En ville les embouteillages durent des heures, les poteaux électriques ou téléphoniques s’abattent sous les bourrasques. L’électricité est coupée, l’eau courante aussi, ainsi que les communications. Finalement les hommes restent à Dakar pour les réparations, les protections, les consolidations qui exigent leur présence pendant toute la saison des pluies.En brousse des camions basculent de travers, coupent sur les pistes la circulation pour des heures , voire des jours ou même des semaines. Des ornières profondes forment des lacs infranchissables, impossible de se rendre au chantier, où les engins sont immobilisés pour plusieurs mois lorsque l’on n’a pas pris la précaution de les ramener à temps à la base. Puisque cette saison des pluies coïncide avec la période des vacances scolaires au Sénégal ( alignées sur la France), parmi les expatriés, seuls les fonctionnaires, en majorité des enseignants, avec leurs femmes et enfants rentrent en métropole pour l’hivernage. Par contre tous les autres sont, en quelques sorte coincés en ville. Ainsi dès le premier soir des vacances scolaires, les femmes et les enfants prennent l’avion pour la France, pendant que les hommes restent au Sénégal, pour faire tourner les affaires, …et se retrouvent tous en boîte de nuit, dès que leur famille a passé la douane et se dirige vers la salle d’embarquement. Pour les gazelles, c’est la soirée de l’année qui marque le début de la « quinzaine du blanc » (souvenez vous: sevrés, depuis des mois, les gazoux prédateurs se ruent sur leurs victimes: les gazelles consentantes).

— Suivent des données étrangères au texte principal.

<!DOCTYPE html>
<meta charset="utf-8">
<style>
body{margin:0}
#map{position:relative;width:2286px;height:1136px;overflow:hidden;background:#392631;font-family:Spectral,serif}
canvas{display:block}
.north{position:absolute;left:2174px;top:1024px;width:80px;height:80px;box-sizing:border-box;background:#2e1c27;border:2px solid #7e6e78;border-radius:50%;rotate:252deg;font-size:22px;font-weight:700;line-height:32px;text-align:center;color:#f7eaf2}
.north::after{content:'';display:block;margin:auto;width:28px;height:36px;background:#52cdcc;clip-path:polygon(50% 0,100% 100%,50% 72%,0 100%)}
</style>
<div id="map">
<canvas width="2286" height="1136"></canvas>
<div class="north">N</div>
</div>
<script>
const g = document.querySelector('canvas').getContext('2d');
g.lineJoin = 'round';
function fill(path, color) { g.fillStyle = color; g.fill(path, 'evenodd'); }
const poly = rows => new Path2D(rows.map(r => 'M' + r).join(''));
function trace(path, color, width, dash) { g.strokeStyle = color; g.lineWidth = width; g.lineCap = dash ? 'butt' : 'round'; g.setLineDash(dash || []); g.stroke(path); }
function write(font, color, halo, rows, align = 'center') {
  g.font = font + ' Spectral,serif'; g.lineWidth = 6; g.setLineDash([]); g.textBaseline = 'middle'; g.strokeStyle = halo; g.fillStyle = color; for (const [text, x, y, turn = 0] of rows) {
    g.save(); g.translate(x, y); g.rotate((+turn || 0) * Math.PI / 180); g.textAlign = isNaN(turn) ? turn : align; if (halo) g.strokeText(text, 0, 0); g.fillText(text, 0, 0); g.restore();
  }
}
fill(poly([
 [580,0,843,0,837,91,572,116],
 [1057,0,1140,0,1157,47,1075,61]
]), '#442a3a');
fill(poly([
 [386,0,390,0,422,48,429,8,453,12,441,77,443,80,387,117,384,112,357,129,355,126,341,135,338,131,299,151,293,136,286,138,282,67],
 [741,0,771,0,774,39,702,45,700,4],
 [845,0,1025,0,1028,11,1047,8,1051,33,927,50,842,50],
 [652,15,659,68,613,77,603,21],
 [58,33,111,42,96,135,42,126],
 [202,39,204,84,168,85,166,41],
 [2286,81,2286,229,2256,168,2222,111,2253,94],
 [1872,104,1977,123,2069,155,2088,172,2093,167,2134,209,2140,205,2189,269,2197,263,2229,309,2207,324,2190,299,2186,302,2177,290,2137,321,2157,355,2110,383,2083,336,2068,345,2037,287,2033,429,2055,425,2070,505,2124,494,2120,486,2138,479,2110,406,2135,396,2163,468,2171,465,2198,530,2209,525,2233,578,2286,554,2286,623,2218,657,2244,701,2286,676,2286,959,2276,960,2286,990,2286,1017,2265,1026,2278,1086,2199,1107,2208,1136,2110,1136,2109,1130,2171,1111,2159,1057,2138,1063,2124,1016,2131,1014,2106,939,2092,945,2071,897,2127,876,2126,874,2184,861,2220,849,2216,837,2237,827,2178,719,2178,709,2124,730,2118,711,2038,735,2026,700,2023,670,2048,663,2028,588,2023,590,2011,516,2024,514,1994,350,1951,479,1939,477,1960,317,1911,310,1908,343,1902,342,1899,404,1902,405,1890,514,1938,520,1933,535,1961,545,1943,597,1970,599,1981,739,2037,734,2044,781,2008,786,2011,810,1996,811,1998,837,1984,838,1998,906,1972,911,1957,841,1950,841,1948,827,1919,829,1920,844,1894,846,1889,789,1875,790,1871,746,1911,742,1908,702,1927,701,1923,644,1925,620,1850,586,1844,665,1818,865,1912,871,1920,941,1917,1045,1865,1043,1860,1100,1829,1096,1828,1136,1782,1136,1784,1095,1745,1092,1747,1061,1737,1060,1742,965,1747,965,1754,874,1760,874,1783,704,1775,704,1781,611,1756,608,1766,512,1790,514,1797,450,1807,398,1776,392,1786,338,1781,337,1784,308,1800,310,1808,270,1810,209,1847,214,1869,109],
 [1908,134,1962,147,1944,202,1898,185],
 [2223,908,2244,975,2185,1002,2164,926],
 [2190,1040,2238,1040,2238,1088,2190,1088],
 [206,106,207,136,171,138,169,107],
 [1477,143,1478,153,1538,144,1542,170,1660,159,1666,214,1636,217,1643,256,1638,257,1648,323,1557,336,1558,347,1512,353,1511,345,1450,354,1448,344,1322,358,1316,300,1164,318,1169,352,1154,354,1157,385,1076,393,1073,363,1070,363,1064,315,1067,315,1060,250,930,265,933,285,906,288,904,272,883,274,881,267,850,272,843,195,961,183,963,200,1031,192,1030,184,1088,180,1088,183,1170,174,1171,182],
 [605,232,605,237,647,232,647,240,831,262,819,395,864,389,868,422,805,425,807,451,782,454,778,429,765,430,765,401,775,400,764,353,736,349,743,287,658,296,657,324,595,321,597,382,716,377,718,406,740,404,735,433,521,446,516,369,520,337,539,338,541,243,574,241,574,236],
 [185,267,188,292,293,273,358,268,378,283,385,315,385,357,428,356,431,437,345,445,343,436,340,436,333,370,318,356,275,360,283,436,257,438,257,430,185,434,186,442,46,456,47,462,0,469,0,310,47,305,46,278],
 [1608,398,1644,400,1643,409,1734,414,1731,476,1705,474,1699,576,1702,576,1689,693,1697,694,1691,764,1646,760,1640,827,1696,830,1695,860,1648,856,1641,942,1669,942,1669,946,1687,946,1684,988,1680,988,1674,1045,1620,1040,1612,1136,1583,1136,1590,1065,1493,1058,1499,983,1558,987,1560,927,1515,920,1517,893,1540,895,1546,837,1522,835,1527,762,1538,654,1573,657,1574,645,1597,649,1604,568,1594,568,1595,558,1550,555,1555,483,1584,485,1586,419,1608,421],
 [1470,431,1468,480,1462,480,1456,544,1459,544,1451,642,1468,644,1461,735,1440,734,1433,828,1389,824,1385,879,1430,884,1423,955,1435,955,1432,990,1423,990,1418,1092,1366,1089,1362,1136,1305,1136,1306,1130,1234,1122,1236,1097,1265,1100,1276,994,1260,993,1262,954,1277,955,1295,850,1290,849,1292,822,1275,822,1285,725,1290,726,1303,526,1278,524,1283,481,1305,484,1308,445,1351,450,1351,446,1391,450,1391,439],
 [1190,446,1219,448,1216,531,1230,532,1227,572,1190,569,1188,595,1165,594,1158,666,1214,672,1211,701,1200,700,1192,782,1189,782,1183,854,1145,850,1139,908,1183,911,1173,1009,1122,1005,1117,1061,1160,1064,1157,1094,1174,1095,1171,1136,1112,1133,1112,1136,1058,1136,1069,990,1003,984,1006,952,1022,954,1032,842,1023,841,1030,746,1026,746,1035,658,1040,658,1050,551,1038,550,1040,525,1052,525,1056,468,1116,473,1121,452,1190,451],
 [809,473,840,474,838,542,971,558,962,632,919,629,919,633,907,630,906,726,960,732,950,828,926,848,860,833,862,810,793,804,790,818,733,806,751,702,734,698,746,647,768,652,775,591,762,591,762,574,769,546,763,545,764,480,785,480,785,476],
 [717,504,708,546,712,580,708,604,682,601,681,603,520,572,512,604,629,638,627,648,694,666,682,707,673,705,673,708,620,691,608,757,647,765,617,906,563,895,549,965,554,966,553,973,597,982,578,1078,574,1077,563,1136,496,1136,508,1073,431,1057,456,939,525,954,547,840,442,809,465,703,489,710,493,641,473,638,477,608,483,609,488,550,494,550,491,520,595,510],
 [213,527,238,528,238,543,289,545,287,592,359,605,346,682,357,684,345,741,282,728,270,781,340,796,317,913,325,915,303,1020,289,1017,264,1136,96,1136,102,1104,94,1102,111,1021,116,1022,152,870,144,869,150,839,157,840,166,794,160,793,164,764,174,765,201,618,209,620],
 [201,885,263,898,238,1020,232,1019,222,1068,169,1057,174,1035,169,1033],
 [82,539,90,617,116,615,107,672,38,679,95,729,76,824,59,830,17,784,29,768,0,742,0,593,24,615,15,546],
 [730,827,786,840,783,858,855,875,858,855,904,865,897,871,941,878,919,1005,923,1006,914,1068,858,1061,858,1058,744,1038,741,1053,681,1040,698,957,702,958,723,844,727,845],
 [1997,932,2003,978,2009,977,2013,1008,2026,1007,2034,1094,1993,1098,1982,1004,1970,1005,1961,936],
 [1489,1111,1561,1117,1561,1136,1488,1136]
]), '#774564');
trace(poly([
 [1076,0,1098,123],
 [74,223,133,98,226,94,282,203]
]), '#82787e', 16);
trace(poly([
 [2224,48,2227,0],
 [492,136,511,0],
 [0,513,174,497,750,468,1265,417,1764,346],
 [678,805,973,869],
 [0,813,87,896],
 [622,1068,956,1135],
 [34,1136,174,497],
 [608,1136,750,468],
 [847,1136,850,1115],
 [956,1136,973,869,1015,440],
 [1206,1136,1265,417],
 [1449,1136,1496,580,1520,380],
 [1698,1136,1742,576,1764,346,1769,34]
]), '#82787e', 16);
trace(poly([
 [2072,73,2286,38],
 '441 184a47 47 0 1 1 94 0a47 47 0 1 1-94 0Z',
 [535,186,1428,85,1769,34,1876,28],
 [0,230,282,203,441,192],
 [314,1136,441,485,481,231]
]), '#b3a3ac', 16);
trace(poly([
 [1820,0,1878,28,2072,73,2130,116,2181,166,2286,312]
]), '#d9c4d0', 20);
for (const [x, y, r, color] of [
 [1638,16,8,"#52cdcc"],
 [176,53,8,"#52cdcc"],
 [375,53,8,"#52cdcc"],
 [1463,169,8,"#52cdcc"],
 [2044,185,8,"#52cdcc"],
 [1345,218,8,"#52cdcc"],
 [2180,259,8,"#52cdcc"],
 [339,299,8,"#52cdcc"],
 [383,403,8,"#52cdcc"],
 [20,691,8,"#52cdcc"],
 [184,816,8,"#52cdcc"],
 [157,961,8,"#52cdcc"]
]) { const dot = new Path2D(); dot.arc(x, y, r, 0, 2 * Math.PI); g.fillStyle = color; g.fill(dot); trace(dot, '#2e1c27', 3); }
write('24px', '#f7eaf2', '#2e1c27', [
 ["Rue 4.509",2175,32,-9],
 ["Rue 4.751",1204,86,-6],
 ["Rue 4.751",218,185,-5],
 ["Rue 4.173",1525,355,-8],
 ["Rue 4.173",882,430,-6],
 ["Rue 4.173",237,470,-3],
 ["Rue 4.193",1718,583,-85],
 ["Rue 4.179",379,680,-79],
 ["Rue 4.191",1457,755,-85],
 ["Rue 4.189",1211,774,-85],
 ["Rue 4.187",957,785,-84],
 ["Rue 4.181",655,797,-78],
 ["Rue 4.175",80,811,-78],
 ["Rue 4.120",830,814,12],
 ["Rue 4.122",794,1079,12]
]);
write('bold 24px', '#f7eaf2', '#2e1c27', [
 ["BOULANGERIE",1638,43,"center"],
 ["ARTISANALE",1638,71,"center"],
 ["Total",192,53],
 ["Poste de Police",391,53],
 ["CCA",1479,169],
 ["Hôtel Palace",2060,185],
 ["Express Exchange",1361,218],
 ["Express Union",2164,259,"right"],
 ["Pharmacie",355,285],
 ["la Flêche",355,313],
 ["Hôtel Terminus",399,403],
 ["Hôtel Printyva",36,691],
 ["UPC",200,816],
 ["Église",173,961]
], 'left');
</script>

A l’heure où l’on sert le dessert, en altitude dans l’avion, les hommes, quoique cloués au sol, entament leur ascension vers le septième ciel, chacun avec sa chacune, chaque gazoux avec sa gazelle.
Olè!
J’entre dans le bar avec Moana. Le serveur de derrière le comptoir me reconnait, car finalement cela ne fait que deux ans que j’avais disparu, ( pour aller, on s’en souvient au Cameroun, puis au Maroc, avec des contrats en béton armé signés avant mon départ et mis en application dès mon arrivée ).
Maintenant j’arrive plutôt au Sénégal, plutôt une main devant et une main derrière (comme on disait des pieds noirs à leur arrivée en France, après l’indépendance de l’Algérie). Et pourtant je vais trouver du travail assez rapidement grâce aux relations, aux amitiés liées au comptoir du Karmel.
D’abord, en premier lieu et avant tout, Jean Pierre le patron, personnage débonnaire fort sympathique (que l’on aperçoit sur la video, traversant la salle, en chemise blanche avec Patrick qui l’interpelle), et enfin Armand qui n’est pas sur la video car il est décédé, en 2012, dans des circonstances troublantes, que je raconte plus avant. Le Kermel allait devenir mon lieu de prédilection, après le travail, à midi comme le soir.
C’est un certain Patrick Dujardin, qui allait être à l’origine de mon premier job: Un matin, quelque temps après mon retour à Dakar, perché sur mon tabouret et le coude sur le comptoir, avec dans la main un verre de pastis, je salue un homme blanc, en veste et cravate qui s’installe à côté de moi. Comme moi, il a le contact facile et la conversation démarre sur les propos habituels, qui finalement permettent de cerner à peu près à qui on a affaire.Aprés quelques minutes de banalités, (le temps qu’il fait est un sujet recommandé, car il ne peut fâcher personne), nous abordons les présentations, et, en fait on est vraiment libre de se présenter comme on veut. Je commence le premier: « alors, que faites vous de beau au Sénégal, cher monsieur ». Et pour ne pas être trop intrusif, j’ajoute, avant qu’il ne réponde que pour ma part, avec humour et autodérision avant qu’il ne réponde::
« Voilà, moi Xavier, toi, Jane. Et moi, je suis un repris de justesse ». Il trouve cet entrée en matière tellement fine et sympathique, qu’il m’interrompt d’un ton autoritaire et sans appel par un : « Qu’est ce que vous prenez, Xavier? ».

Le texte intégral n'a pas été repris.